CR Muse: The Captivating Beauty of Nusch Éluard

START body

This is CR Muse, a series dedicated to the remembrance of important artists and idea-makers from our past who have shaped culture as we know it today. From traditional creators to those of conceptual thought, we celebrate these women known not only for their work but their confident, eccentric style as well.

One of the most important members of the Surrealist movement in the 1920s and ’30s is better recognized by her face than her name: Nusch Éluard. Married to Surrealist poet Paul Éluard, the French artist and model posed for photographers Lee Miller and Dora Maar, played muse to Man Ray and Pablo Picasso, and frequently wore Schiaparelli. Between her interests and talents, Éluard was a curious figure. But despite her important role in the Surrealist movement, details of her life remain scarce.

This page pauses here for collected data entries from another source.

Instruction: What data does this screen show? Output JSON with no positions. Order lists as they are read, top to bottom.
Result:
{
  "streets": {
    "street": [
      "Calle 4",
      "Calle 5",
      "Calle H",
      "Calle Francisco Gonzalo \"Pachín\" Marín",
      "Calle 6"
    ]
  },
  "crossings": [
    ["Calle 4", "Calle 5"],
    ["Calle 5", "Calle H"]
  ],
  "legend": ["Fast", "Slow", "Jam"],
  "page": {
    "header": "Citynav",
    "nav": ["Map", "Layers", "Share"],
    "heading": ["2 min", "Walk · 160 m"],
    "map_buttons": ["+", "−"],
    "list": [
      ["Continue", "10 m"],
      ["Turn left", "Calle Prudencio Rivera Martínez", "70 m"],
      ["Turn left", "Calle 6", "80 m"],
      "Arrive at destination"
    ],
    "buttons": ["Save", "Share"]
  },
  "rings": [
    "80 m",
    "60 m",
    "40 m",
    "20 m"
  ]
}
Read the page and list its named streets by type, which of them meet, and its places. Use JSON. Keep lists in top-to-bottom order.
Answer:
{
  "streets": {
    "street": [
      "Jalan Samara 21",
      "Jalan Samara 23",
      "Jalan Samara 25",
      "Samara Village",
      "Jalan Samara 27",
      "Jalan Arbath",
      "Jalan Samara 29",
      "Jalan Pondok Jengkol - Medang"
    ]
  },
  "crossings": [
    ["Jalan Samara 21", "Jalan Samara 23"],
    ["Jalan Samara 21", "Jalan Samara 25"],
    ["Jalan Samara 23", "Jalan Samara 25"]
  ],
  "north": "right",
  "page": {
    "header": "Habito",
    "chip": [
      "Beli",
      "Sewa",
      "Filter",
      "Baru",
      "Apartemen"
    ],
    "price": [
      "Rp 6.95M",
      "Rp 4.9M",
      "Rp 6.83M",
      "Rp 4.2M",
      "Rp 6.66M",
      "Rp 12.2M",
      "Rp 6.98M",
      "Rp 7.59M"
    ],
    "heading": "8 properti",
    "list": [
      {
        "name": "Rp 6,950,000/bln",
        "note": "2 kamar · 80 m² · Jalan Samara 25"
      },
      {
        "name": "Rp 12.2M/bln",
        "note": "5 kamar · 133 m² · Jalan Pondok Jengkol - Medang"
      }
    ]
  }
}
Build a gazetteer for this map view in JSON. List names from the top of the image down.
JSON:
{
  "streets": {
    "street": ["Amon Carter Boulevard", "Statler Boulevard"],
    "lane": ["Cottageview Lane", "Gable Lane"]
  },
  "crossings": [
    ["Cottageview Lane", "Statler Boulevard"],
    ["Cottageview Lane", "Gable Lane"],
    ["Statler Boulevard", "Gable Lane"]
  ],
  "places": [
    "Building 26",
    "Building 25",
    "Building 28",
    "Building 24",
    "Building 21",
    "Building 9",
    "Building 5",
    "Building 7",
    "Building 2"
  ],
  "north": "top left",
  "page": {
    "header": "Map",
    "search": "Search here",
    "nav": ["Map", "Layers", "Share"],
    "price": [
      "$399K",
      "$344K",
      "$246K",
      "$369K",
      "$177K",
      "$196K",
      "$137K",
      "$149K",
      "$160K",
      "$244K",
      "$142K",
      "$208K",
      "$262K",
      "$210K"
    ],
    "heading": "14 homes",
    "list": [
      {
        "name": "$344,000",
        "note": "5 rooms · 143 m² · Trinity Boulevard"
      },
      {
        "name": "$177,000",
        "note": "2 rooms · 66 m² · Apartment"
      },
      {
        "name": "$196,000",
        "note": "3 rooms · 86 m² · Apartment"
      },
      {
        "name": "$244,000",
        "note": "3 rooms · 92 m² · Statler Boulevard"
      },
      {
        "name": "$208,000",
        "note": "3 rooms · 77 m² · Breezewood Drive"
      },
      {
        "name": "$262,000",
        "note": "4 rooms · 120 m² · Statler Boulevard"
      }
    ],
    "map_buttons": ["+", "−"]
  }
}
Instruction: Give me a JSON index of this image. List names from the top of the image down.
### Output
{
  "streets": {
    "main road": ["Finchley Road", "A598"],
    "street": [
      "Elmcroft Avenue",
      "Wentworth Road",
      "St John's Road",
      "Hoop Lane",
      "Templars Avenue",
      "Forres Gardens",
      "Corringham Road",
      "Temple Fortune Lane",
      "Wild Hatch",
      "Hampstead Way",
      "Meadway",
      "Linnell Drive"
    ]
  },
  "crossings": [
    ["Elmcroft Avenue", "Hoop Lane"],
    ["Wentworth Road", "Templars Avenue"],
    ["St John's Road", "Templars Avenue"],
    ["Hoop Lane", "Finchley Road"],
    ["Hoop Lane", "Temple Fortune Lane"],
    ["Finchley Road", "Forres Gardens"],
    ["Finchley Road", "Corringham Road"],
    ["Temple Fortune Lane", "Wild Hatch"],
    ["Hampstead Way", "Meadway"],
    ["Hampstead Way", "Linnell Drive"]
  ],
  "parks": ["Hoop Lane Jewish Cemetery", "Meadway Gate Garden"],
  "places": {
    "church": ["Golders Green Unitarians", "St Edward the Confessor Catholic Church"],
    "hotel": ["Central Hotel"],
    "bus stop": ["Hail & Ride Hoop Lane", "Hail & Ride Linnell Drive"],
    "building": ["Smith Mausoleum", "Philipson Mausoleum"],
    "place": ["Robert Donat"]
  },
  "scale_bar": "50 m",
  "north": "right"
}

Éluard was born Maria Benz in Mulhouse, a city in eastern France, in 1906. There are conflicting stories as to who gave her the nickname “Nusch“—it was either Swiss artist Max Bill or her father—but she took the moniker on for good. Éluard’s parents were said to have been part of the circus, which perhaps later contributed to her working as a part-time acrobat.

At 14, Éluard pursued a career in theater in Berlin. At 22, she moved to Paris and began working, of all things, as a hypnotist’s assistant. Between that, acting, and acrobatics, it is no wonder she was such a captivating presence.

In 1930, Éluard caught the attention of her future husband, Paul, who had just been left by his first wife, Gala, for Salvador Dalí. The two fell in love, and Paul introduced her to his artistic group of friends. But the process of collaborating with the Surrealists had more of an effect on Éluard than simply being immortalized in their paintings and photographs: She began making art of her own.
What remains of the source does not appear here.